**Work item**. The expected output is each line in the data below that includes the string "minor".
· · · · · · ·
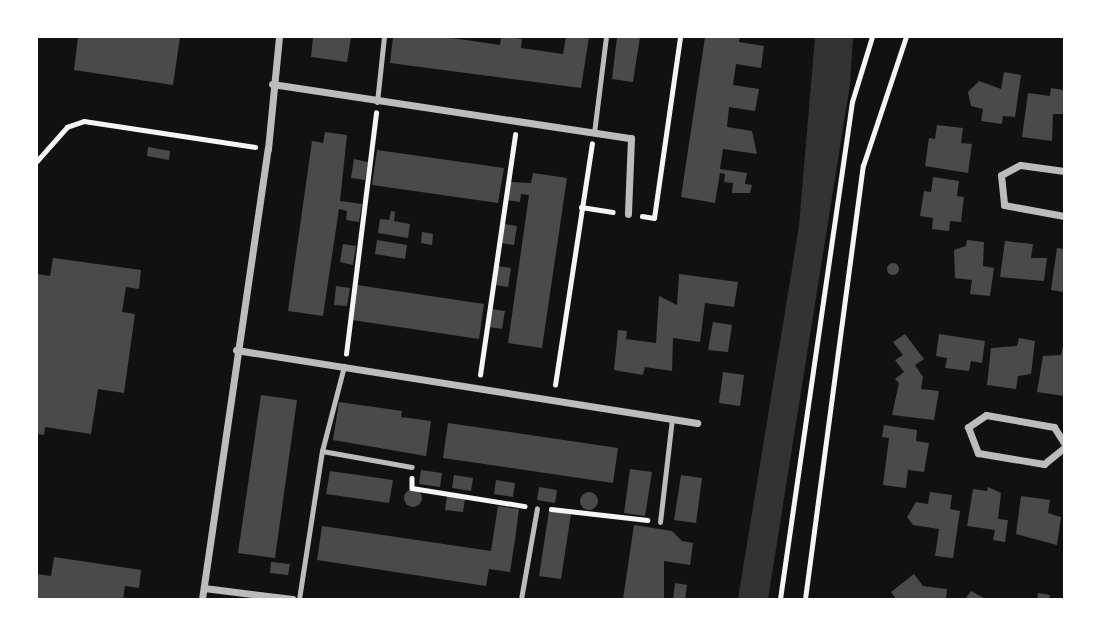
<!DOCTYPE html>
<style>
body{margin:0}
#map{position:relative;width:1101px;height:636px;overflow:hidden;background:#111;font-family:Rubik,sans-serif}
div>[style]{position:absolute}
.water>*{inset:0;background:#333}
.building>*{inset:0;background:#4a4a4a}
.round{border-radius:50%}
.path>*{height:4.5px;margin:-2.25px;padding:0 2.25px;transform-origin:2.25px;border-radius:2.25px;background:#f5f5f5}
.service>*{height:5px;margin:-2.5px;padding:0 2.5px;transform-origin:2.5px;border-radius:2.5px;background:#bcbcbc}
.minor>*{height:7px;margin:-3.5px;padding:0 3.5px;transform-origin:3.5px;border-radius:3.5px;background:#bcbcbc}
span{translate:-50% -50%;white-space:nowrap;text-align:center;line-height:1.15;-webkit-text-stroke:7px #fff;paint-order:stroke}
.frame{position:absolute;inset:0;border:38px solid #fff;pointer-events:none}
</style>
<div id="map">
<div class="water">
<div style="clip-path:polygon(815px 37px,853px 37px,850px 84px,768px 599px,738px 599px,799px 226px)"></div>
</div>
<div class="building">
<div style="clip-path:polygon(78px 37px,180px 37px,173px 85px,74px 70px)"></div>
<div style="clip-path:polygon(313px 37px,351px 37px,347px 62px,311px 57px)"></div>
<div style="clip-path:polygon(393px 37px,445px 37px,500px 45px,501px 37px,509px 37px,522px 39px,521px 48px,563px 54px,566px 37px,589px 37px,581px 88px,390px 63px)"></div>
<div style="clip-path:polygon(617px 37px,640px 37px,633px 82px,612px 79px)"></div>
<div style="clip-path:polygon(705px 37px,740px 37px,739px 42px,764px 46px,761px 68px,736px 64px,733px 85px,759px 89px,755px 111px,729px 107px,727px 127px,752px 131px,757px 154px,723px 149px,720px 169px,747px 173px,745px 184px,752px 185px,750px 193px,732px 193px,733px 183px,724px 182px,725px 174px,720px 173px,715px 203px,681px 197px)"></div>
<div style="clip-path:polygon(1004px 72px,1021px 75px,1015px 117px,1003px 116px,1002px 124px,981px 121px,983px 109px,971px 106px,968px 92px,979px 81px,1001px 89px)"></div>
<div style="clip-path:polygon(1051px 88px,1064px 90px,1064px 114px,1053px 114px,1052px 141px,1022px 137px,1028px 93px,1050px 96px)"></div>
<div style="clip-path:polygon(937px 125px,963px 128px,961px 143px,972px 144px,968px 173px,925px 166px,929px 138px,935px 139px)"></div>
<div style="clip-path:polygon(325px 132px,347px 135px,340px 201px,362px 204px,359px 222px,346px 220px,347px 211px,339px 209px,323px 316px,288px 311px,312px 141px,323px 143px)"></div>
<div style="clip-path:polygon(148px 147px,170px 151px,169px 160px,147px 156px)"></div>
<div style="clip-path:polygon(377px 150px,504px 168px,498px 203px,372px 185px)"></div>
<div style="clip-path:polygon(354px 159px,368px 162px,365px 180px,351px 178px)"></div>
<div style="clip-path:polygon(533px 173px,567px 178px,542px 348px,508px 343px,529px 195px,521px 194px,520px 202px,507px 200px,510px 182px,531px 183px)"></div>
<div style="clip-path:polygon(933px 177px,959px 181px,957px 196px,964px 197px,961px 222px,950px 221px,949px 231px,932px 229px,933px 218px,920px 216px,924px 191px,931px 192px)"></div>
<div style="clip-path:polygon(391px 211px,395px 212px,394px 221px,410px 224px,408px 238px,378px 233px,380px 219px,389px 220px)"></div>
<div style="clip-path:polygon(504px 224px,517px 226px,514px 245px,501px 243px)"></div>
<div style="clip-path:polygon(422px 232px,433px 234px,432px 245px,421px 243px)"></div>
<div style="clip-path:polygon(377px 240px,407px 245px,405px 259px,375px 254px)"></div>
<div style="clip-path:polygon(967px 240px,984px 242px,983px 266px,994px 268px,990px 296px,970px 294px,972px 280px,955px 278px,954px 250px,966px 246px)"></div>
<div style="clip-path:polygon(1005px 241px,1033px 244px,1031px 258px,1047px 258px,1044px 281px,1000px 277px)"></div>
<div style="clip-path:polygon(343px 244px,356px 246px,353px 265px,340px 262px)"></div>
<div style="clip-path:polygon(1057px 248px,1064px 249px,1064px 292px,1051px 290px)"></div>
<div style="clip-path:polygon(53px 258px,141px 270px,139px 289px,126px 287px,122px 312px,135px 314px,124px 393px,98px 389px,91px 434px,45px 427px,44px 435px,37px 434px,37px 274px,50px 276px)"></div>
<div class="round" style="left:887px;top:263px;width:12px;height:12px"></div>
<div style="clip-path:polygon(497px 266px,511px 268px,508px 287px,495px 285px)"></div>
<div style="clip-path:polygon(679px 274px,738px 282px,734px 307px,705px 303px,700px 342px,673px 338px,672px 371px,645px 367px,643px 375px,614px 370px,618px 330px,627px 331px,626px 339px,656px 343px,659px 296px,677px 305px)"></div>
<div style="clip-path:polygon(357px 285px,484px 304px,479px 339px,352px 320px)"></div>
<div style="clip-path:polygon(336px 286px,350px 288px,347px 306px,334px 305px)"></div>
<div style="clip-path:polygon(491px 309px,505px 311px,502px 329px,489px 327px)"></div>
<div style="clip-path:polygon(713px 322px,732px 325px,728px 352px,708px 350px)"></div>
<div style="clip-path:polygon(905px 334px,924px 359px,915px 365px,923px 377px,921px 389px,939px 391px,934px 420px,892px 415px,899px 383px,895px 379px,904px 372px,895px 360px,903px 355px,893px 342px)"></div>
<div style="clip-path:polygon(939px 334px,985px 341px,982px 363px,971px 361px,969px 371px,945px 368px,947px 358px,936px 356px)"></div>
<div style="clip-path:polygon(1019px 338px,1035px 341px,1031px 374px,1018px 376px,1016px 389px,987px 385px,991px 348px,1017px 346px)"></div>
<div style="clip-path:polygon(1064px 341px,1064px 396px,1037px 392px,1043px 356px,1061px 355px)"></div>
<div style="clip-path:polygon(723px 372px,744px 375px,740px 406px,719px 403px)"></div>
<div style="clip-path:polygon(261px 395px,297px 400px,275px 558px,238px 553px)"></div>
<div style="clip-path:polygon(339px 402px,402px 411px,401px 417px,431px 421px,426px 456px,333px 440px)"></div>
<div style="clip-path:polygon(448px 423px,618px 448px,613px 483px,443px 458px)"></div>
<div style="clip-path:polygon(884px 425px,917px 430px,916px 441px,929px 443px,924px 472px,908px 470px,906px 488px,883px 485px,889px 438px,882px 437px)"></div>
<div style="clip-path:polygon(630px 469px,652px 472px,645px 516px,624px 513px)"></div>
<div style="clip-path:polygon(421px 470px,442px 473px,440px 487px,419px 484px)"></div>
<div style="clip-path:polygon(330px 471px,393px 480px,389px 503px,326px 494px)"></div>
<div style="clip-path:polygon(454px 475px,473px 478px,471px 491px,452px 488px)"></div>
<div style="clip-path:polygon(681px 475px,702px 478px,696px 523px,674px 520px)"></div>
<div style="clip-path:polygon(496px 480px,515px 483px,513px 497px,494px 494px)"></div>
<div style="clip-path:polygon(539px 487px,557px 490px,555px 503px,537px 500px)"></div>
<div style="clip-path:polygon(988px 487px,1001px 493px,998px 519px,1008px 520px,1005px 542px,993px 540px,995px 530px,967px 526px,973px 489px,987px 491px)"></div>
<div class="round" style="left:404px;top:489px;width:18px;height:18px"></div>
<div class="round" style="left:580px;top:492px;width:18px;height:18px"></div>
<div style="clip-path:polygon(930px 492px,952px 495px,950px 509px,960px 511px,953px 558px,935px 556px,939px 529px,913px 525px,907px 517px,916px 502px,928px 504px)"></div>
<div style="clip-path:polygon(447px 496px,465px 499px,463px 512px,445px 510px)"></div>
<div style="clip-path:polygon(1021px 496px,1050px 500px,1048px 513px,1061px 517px,1057px 545px,1016px 534px)"></div>
<div style="clip-path:polygon(498px 506px,519px 509px,515px 540px,510px 572px,489px 569px,486px 586px,317px 560px,322px 526px,491px 551px)"></div>
<div style="clip-path:polygon(549px 511px,571px 514px,561px 579px,539px 576px)"></div>
<div style="clip-path:polygon(634px 525px,672px 531px,682px 541px,693px 543px,690px 565px,664px 561px,664px 599px,623px 599px)"></div>
<div style="clip-path:polygon(54px 557px,141px 570px,139px 588px,125px 586px,123px 599px,37px 599px,37px 574px,51px 576px)"></div>
<div style="clip-path:polygon(271px 562px,290px 564px,288px 575px,270px 573px)"></div>
<div style="clip-path:polygon(914px 574px,923px 586px,947px 589px,946px 599px,896px 599px,891px 592px)"></div>
<div style="clip-path:polygon(675px 583px,687px 585px,685px 599px,673px 599px)"></div>
<div style="clip-path:polygon(971px 591px,984px 598px,984px 599px,965px 599px)"></div>
<div style="clip-path:polygon(1038px 593px,1050px 595px,1049px 599px,1037px 599px)"></div>
</div>
<div class="path">
<div style="left:37px;top:161px;width:45px;rotate:-48.6deg"></div>
<div style="left:67px;top:127px;width:18px;rotate:-19deg"></div>
<div style="left:84px;top:121px;width:173px;rotate:8.6deg"></div>
<div style="left:581px;top:207px;width:32px;rotate:9deg"></div>
<div style="left:642px;top:216px;width:12px;rotate:9deg"></div>
<div style="left:654px;top:218px;width:183px;rotate:-81.8deg"></div>
<div style="left:346px;top:354px;width:243px;rotate:-82.9deg"></div>
<div style="left:480px;top:375px;width:243px;rotate:-81.7deg"></div>
<div style="left:555px;top:385px;width:244px;rotate:-81.3deg"></div>
<div style="left:412px;top:478px;width:10px;rotate:90deg"></div>
<div style="left:412px;top:488px;width:114px;rotate:9.1deg"></div>
<div style="left:551px;top:509px;width:97px;rotate:6.5deg"></div>
<div style="left:780px;top:599px;width:502px;rotate:-81.76deg"></div>
<div style="left:852px;top:102px;width:68px;rotate:-72.9deg"></div>
<div style="left:805px;top:599px;width:437px;rotate:-82.4deg"></div>
<div style="left:863px;top:166px;width:136px;rotate:-71.6deg"></div>
</div>
<div class="service">
<div style="left:377px;top:102px;width:65px;rotate:-83.9deg"></div>
<div style="left:594px;top:133px;width:97px;rotate:-82.9deg"></div>
<div style="left:322px;top:451px;width:91px;rotate:10.1deg"></div>
<div style="left:660px;top:522px;width:104px;rotate:-83.4deg"></div>
<div style="left:299px;top:599px;width:150px;rotate:-81.2deg"></div>
<div style="left:322px;top:451px;width:88px;rotate:-75.5deg"></div>
<div style="left:521px;top:599px;width:92px;rotate:-80deg"></div>
</div>
<div class="minor">
<div style="left:272px;top:84px;width:363px;rotate:8.6deg"></div>
<div style="left:631px;top:138px;width:76px;rotate:92.3deg"></div>
<div style="left:1064px;top:171px;width:44px;rotate:-172.2deg"></div>
<div style="left:1020px;top:165px;width:21px;rotate:152deg"></div>
<div style="left:1001px;top:175px;width:30px;rotate:84deg"></div>
<div style="left:1004px;top:205px;width:61px;rotate:10.4deg"></div>
<div style="left:236px;top:350px;width:467px;rotate:9deg"></div>
<div style="left:1064px;top:443px;width:19px;rotate:-122deg"></div>
<div style="left:1054px;top:427px;width:69px;rotate:-170deg"></div>
<div style="left:986px;top:415px;width:22px;rotate:146deg"></div>
<div style="left:968px;top:427px;width:28px;rotate:69deg"></div>
<div style="left:978px;top:453px;width:67px;rotate:9.5deg"></div>
<div style="left:1044px;top:464px;width:26px;rotate:-39deg"></div>
<div style="left:204px;top:588px;width:89px;rotate:7.1deg"></div>
<div style="left:202px;top:599px;width:455px;rotate:-81.7deg"></div>
<div style="left:268px;top:149px;width:113px;rotate:-84.4deg"></div>
</div>
<div class="frame"></div>
</div>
· · · · · · ·
**Output of the exercise**.
.minor>*{height:7px;margin:-3.5px;padding:0 3.5px;transform-origin:3.5px;border-radius:3.5px;background:#bcbcbc}
<div class="minor">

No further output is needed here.